WORK INSTRUCTION: A faithful copy is required: retype the records from their first line through the line with "border:10px solid #d22;", and omit the pictures.

Collected data:

* * *

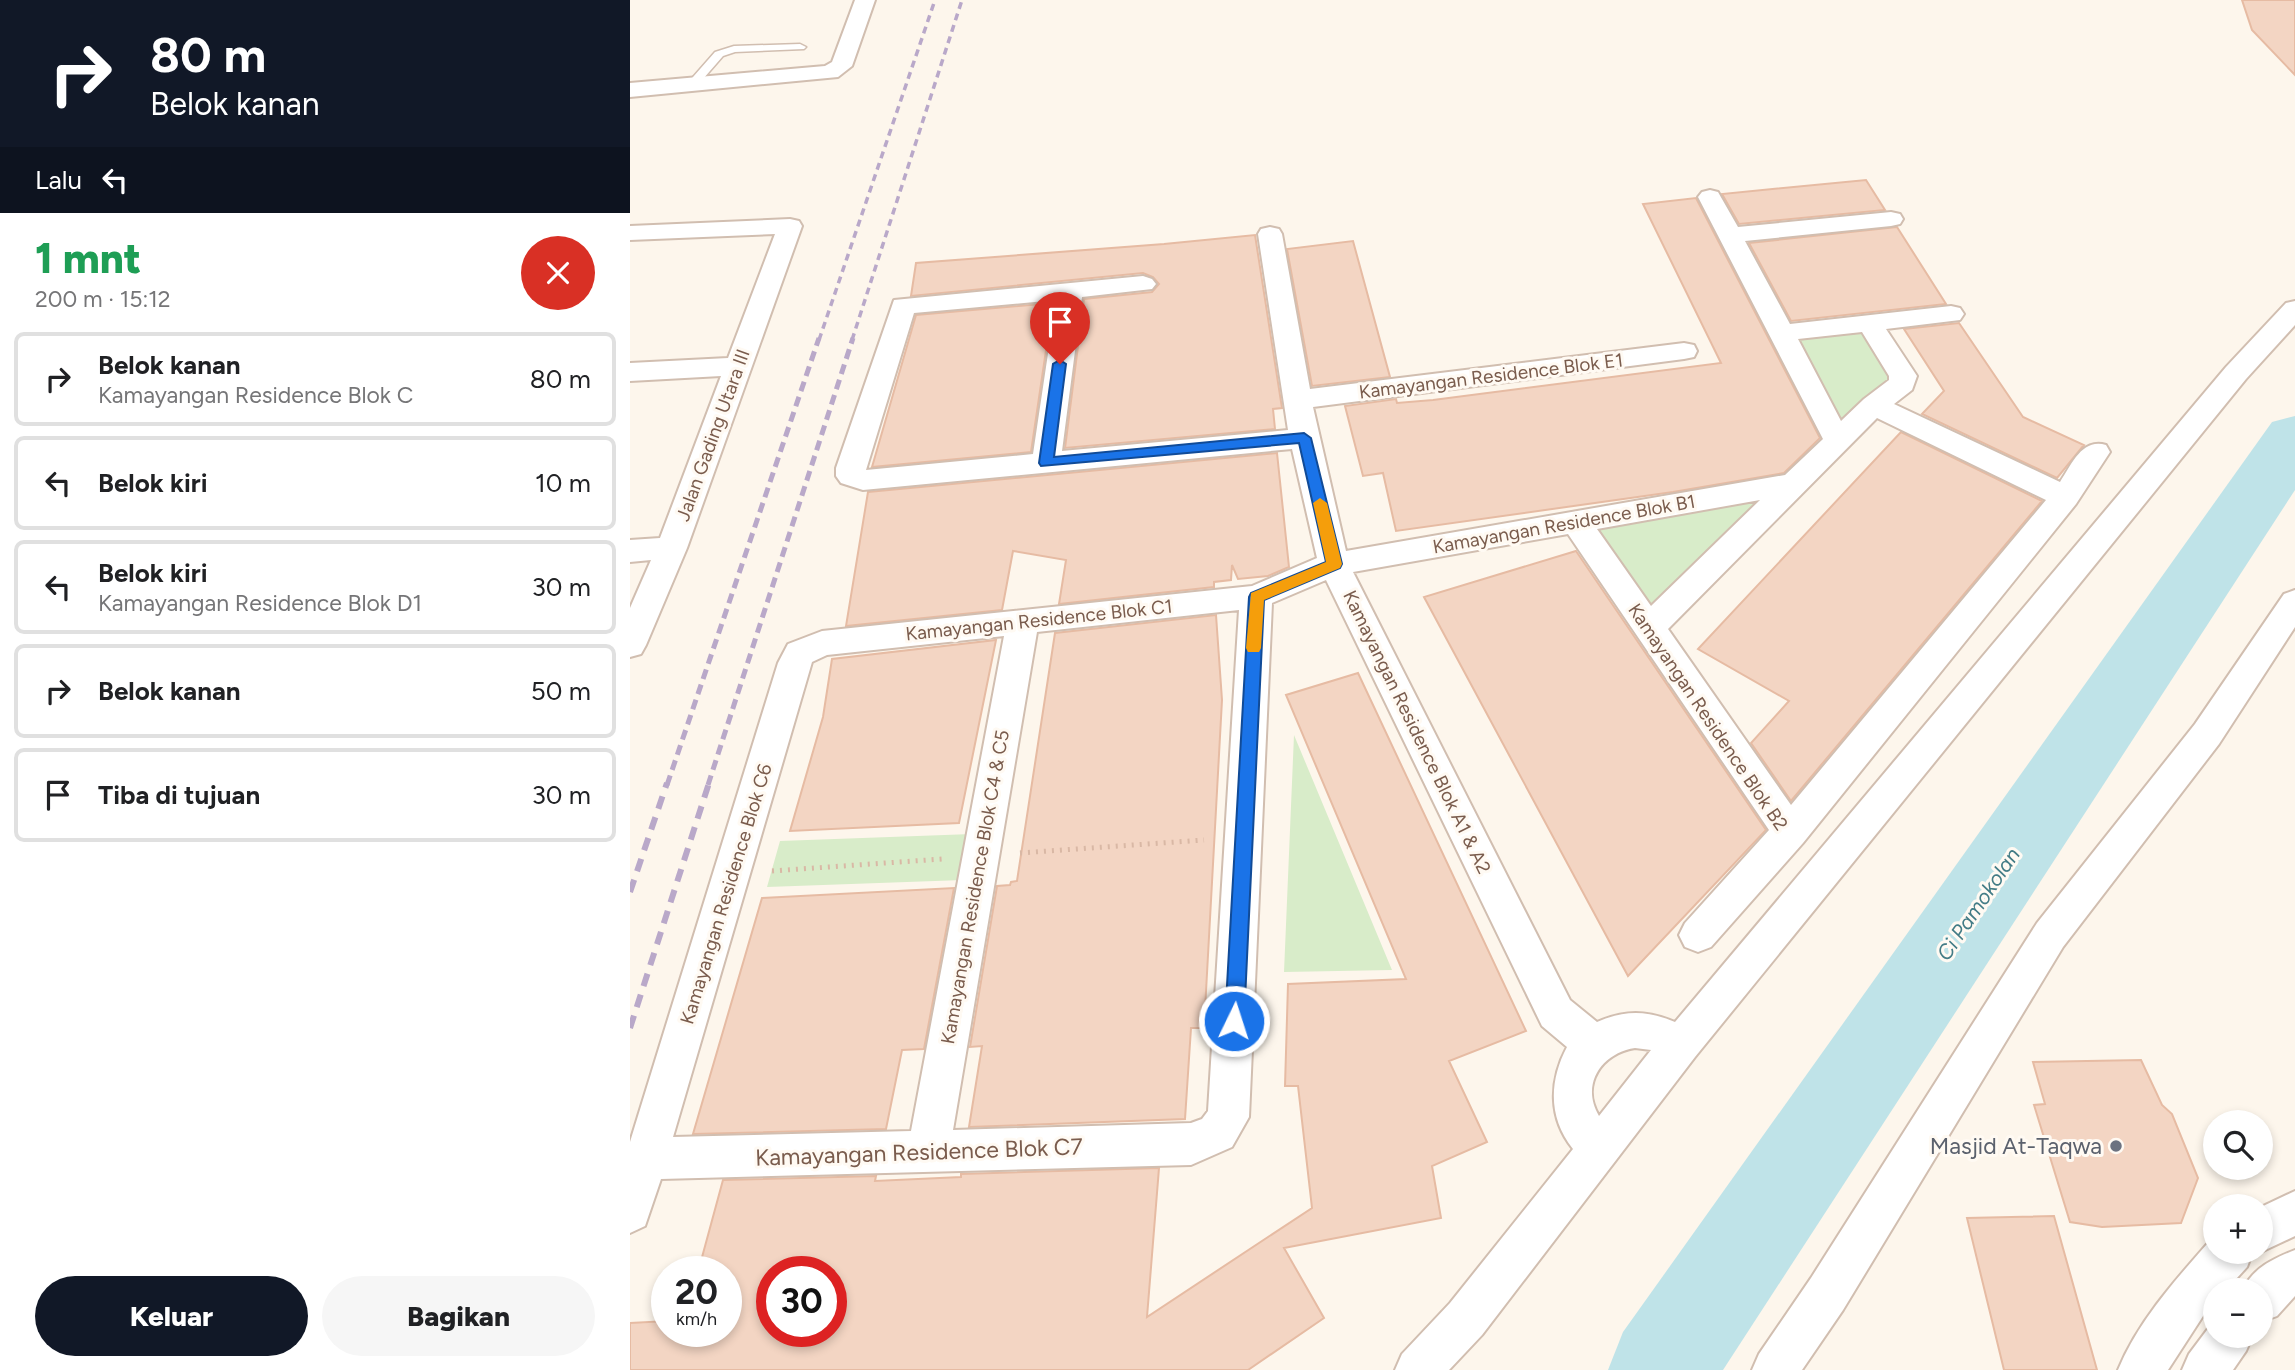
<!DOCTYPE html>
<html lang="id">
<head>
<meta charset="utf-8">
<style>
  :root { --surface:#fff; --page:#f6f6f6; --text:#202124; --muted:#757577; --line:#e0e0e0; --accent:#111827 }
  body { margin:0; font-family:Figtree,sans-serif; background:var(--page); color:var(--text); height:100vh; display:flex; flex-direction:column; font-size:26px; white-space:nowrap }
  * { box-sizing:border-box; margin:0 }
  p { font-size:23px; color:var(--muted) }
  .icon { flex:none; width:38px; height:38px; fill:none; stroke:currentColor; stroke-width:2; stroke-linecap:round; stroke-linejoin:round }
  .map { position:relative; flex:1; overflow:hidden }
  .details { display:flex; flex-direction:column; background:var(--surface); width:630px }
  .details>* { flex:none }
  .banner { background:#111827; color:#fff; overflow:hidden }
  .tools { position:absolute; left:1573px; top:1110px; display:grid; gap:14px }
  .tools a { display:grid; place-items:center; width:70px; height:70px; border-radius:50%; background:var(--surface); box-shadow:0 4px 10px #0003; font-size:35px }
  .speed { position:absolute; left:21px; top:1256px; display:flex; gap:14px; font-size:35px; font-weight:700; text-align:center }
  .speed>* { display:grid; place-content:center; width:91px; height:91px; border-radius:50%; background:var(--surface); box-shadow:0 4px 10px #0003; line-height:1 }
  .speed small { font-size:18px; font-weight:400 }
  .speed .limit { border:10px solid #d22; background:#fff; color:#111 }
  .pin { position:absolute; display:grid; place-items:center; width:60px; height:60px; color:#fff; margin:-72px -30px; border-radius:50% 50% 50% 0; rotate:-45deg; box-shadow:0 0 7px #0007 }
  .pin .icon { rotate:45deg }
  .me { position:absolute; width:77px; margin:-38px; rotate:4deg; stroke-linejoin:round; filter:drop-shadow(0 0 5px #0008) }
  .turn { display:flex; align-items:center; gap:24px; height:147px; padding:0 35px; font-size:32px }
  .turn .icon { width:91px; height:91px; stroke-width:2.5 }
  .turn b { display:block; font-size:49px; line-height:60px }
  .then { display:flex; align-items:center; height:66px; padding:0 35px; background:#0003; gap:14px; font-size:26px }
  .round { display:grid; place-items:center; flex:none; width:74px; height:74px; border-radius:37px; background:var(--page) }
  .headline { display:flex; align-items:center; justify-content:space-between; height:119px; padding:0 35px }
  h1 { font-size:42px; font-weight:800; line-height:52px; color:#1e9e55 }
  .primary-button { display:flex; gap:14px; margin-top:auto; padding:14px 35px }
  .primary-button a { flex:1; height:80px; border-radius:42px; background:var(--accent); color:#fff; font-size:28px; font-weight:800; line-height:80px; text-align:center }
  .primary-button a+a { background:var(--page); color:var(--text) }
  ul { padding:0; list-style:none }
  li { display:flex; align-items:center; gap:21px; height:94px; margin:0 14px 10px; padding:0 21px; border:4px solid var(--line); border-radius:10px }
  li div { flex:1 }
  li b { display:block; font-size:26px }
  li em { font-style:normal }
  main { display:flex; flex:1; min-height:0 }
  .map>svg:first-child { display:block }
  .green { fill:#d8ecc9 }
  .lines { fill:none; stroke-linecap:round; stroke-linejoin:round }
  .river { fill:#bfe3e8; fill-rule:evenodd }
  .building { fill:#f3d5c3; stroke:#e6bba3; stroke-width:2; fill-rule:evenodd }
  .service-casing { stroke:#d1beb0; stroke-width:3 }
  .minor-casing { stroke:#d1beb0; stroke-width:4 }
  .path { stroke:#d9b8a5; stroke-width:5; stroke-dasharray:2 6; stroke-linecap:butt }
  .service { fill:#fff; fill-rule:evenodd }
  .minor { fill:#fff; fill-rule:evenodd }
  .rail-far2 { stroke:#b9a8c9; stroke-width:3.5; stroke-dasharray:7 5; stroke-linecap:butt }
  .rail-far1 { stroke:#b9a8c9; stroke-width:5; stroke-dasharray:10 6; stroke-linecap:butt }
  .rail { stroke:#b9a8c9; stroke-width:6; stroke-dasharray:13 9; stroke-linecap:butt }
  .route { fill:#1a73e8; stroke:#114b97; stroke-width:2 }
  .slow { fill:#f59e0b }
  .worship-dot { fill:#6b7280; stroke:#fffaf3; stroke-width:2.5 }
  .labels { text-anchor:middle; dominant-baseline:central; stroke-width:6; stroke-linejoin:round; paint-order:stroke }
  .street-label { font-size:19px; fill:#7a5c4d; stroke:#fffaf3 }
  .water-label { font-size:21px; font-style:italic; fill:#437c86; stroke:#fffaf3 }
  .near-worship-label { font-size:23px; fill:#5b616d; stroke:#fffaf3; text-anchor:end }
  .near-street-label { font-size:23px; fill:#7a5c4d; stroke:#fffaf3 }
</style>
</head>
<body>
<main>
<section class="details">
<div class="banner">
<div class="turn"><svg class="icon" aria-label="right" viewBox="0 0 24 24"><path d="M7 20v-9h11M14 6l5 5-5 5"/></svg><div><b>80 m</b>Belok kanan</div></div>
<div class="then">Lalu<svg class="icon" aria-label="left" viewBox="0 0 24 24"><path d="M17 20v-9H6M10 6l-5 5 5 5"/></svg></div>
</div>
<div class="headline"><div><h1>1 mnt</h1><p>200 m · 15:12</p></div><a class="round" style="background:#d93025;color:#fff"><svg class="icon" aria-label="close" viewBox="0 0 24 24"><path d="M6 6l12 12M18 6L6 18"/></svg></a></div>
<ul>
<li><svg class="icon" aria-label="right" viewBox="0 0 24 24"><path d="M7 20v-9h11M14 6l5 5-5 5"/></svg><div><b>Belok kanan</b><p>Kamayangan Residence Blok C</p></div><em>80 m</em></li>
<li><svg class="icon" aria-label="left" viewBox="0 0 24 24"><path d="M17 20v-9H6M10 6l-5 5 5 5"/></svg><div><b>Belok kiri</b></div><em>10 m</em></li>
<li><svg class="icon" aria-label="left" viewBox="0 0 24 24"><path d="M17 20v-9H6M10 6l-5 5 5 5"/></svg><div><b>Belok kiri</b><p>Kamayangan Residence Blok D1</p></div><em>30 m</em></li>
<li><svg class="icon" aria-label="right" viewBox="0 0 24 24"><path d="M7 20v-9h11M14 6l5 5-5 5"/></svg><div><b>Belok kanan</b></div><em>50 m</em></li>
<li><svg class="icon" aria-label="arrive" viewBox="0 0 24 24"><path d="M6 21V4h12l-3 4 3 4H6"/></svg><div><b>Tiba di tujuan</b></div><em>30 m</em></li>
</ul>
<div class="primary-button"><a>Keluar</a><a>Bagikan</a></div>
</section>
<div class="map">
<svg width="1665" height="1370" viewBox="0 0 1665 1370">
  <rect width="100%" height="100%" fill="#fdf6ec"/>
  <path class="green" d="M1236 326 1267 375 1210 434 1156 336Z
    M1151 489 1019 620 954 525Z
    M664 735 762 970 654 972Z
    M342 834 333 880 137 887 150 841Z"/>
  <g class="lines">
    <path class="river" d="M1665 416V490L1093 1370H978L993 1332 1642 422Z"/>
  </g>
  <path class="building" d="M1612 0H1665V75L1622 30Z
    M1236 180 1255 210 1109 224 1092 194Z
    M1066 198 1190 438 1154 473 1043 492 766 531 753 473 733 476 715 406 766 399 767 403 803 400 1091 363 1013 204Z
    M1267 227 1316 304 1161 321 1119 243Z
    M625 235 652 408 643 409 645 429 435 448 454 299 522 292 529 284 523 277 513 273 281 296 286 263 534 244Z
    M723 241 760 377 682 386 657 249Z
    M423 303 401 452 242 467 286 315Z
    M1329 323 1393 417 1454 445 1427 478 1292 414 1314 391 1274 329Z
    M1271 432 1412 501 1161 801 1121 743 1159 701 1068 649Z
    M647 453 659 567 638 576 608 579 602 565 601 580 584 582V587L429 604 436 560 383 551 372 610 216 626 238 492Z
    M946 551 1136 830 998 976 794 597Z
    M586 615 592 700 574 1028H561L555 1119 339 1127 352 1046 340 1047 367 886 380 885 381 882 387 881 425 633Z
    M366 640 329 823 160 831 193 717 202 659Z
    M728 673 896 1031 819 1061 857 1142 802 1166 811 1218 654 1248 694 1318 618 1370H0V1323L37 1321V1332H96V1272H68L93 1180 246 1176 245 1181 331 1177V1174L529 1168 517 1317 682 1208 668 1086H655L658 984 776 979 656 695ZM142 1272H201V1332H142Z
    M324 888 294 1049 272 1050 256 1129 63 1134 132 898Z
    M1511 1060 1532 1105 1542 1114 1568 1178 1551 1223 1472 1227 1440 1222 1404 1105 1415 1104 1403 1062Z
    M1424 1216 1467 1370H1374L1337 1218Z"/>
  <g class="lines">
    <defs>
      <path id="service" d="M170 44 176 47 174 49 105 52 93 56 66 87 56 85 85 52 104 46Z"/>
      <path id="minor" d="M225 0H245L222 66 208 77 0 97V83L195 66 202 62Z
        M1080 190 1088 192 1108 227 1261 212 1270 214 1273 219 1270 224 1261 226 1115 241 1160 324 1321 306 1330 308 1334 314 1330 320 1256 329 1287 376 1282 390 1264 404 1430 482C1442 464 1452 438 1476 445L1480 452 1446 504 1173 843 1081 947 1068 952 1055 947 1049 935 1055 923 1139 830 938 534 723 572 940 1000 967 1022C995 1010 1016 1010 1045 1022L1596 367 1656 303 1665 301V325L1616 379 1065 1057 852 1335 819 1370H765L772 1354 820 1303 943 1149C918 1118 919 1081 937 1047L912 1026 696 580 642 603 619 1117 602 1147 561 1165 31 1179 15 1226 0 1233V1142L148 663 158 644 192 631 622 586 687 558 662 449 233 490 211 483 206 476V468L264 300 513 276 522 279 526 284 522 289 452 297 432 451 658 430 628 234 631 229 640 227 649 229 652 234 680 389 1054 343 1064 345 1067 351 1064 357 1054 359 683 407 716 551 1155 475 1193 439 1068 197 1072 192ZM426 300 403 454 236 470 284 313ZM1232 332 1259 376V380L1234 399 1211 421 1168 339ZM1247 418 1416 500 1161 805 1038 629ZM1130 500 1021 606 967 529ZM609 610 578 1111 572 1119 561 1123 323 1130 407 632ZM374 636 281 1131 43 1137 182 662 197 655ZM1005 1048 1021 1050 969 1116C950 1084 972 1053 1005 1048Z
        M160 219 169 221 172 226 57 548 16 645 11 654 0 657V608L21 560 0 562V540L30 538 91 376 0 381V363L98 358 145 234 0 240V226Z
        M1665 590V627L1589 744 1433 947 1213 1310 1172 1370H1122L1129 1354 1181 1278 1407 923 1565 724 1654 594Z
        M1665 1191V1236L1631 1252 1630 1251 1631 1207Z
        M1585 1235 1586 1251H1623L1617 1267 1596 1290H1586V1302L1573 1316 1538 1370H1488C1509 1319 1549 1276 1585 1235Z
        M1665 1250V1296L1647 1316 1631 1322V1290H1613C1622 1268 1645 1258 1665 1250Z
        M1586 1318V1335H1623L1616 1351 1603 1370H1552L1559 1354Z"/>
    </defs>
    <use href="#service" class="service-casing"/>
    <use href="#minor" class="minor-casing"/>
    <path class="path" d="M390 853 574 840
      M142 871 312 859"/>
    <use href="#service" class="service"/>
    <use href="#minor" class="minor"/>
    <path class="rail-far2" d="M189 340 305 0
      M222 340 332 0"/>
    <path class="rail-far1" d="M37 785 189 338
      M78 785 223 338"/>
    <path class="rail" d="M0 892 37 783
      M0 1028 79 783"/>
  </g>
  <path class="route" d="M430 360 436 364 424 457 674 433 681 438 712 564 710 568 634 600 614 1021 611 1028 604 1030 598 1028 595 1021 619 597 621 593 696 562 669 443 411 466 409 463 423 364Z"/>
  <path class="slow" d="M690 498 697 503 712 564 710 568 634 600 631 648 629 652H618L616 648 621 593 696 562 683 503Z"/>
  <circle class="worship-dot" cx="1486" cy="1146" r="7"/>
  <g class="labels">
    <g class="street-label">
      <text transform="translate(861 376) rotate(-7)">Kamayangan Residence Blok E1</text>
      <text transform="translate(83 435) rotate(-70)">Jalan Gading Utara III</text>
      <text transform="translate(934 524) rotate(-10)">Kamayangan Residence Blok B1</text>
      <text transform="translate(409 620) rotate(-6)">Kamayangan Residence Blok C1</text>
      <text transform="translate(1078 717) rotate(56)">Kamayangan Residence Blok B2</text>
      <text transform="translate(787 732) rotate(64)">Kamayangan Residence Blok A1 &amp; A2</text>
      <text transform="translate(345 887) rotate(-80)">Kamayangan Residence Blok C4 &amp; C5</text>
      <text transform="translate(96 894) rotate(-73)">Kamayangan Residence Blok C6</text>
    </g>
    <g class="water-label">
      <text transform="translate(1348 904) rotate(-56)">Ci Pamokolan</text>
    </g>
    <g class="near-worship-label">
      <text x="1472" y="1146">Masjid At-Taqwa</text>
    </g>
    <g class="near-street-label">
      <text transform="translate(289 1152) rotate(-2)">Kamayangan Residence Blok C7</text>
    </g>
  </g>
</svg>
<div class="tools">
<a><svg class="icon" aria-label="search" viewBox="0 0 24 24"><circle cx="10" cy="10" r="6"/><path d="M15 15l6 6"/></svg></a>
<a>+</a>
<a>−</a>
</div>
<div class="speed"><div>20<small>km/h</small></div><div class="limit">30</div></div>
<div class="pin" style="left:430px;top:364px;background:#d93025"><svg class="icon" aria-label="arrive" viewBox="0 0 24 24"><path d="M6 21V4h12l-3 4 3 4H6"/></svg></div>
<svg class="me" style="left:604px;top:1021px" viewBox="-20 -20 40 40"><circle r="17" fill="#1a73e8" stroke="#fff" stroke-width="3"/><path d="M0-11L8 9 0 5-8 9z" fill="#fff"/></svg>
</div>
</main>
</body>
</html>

* * *

ANSWER TO THIS EXERCISE:
<!DOCTYPE html>
<html lang="id">
<head>
<meta charset="utf-8">
<style>
  :root { --surface:#fff; --page:#f6f6f6; --text:#202124; --muted:#757577; --line:#e0e0e0; --accent:#111827 }
  body { margin:0; font-family:Figtree,sans-serif; background:var(--page); color:var(--text); height:100vh; display:flex; flex-direction:column; font-size:26px; white-space:nowrap }
  * { box-sizing:border-box; margin:0 }
  p { font-size:23px; color:var(--muted) }
  .icon { flex:none; width:38px; height:38px; fill:none; stroke:currentColor; stroke-width:2; stroke-linecap:round; stroke-linejoin:round }
  .map { position:relative; flex:1; overflow:hidden }
  .details { display:flex; flex-direction:column; background:var(--surface); width:630px }
  .details>* { flex:none }
  .banner { background:#111827; color:#fff; overflow:hidden }
  .tools { position:absolute; left:1573px; top:1110px; display:grid; gap:14px }
  .tools a { display:grid; place-items:center; width:70px; height:70px; border-radius:50%; background:var(--surface); box-shadow:0 4px 10px #0003; font-size:35px }
  .speed { position:absolute; left:21px; top:1256px; display:flex; gap:14px; font-size:35px; font-weight:700; text-align:center }
  .speed>* { display:grid; place-content:center; width:91px; height:91px; border-radius:50%; background:var(--surface); box-shadow:0 4px 10px #0003; line-height:1 }
  .speed small { font-size:18px; font-weight:400 }
  .speed .limit { border:10px solid #d22; background:#fff; color:#111 }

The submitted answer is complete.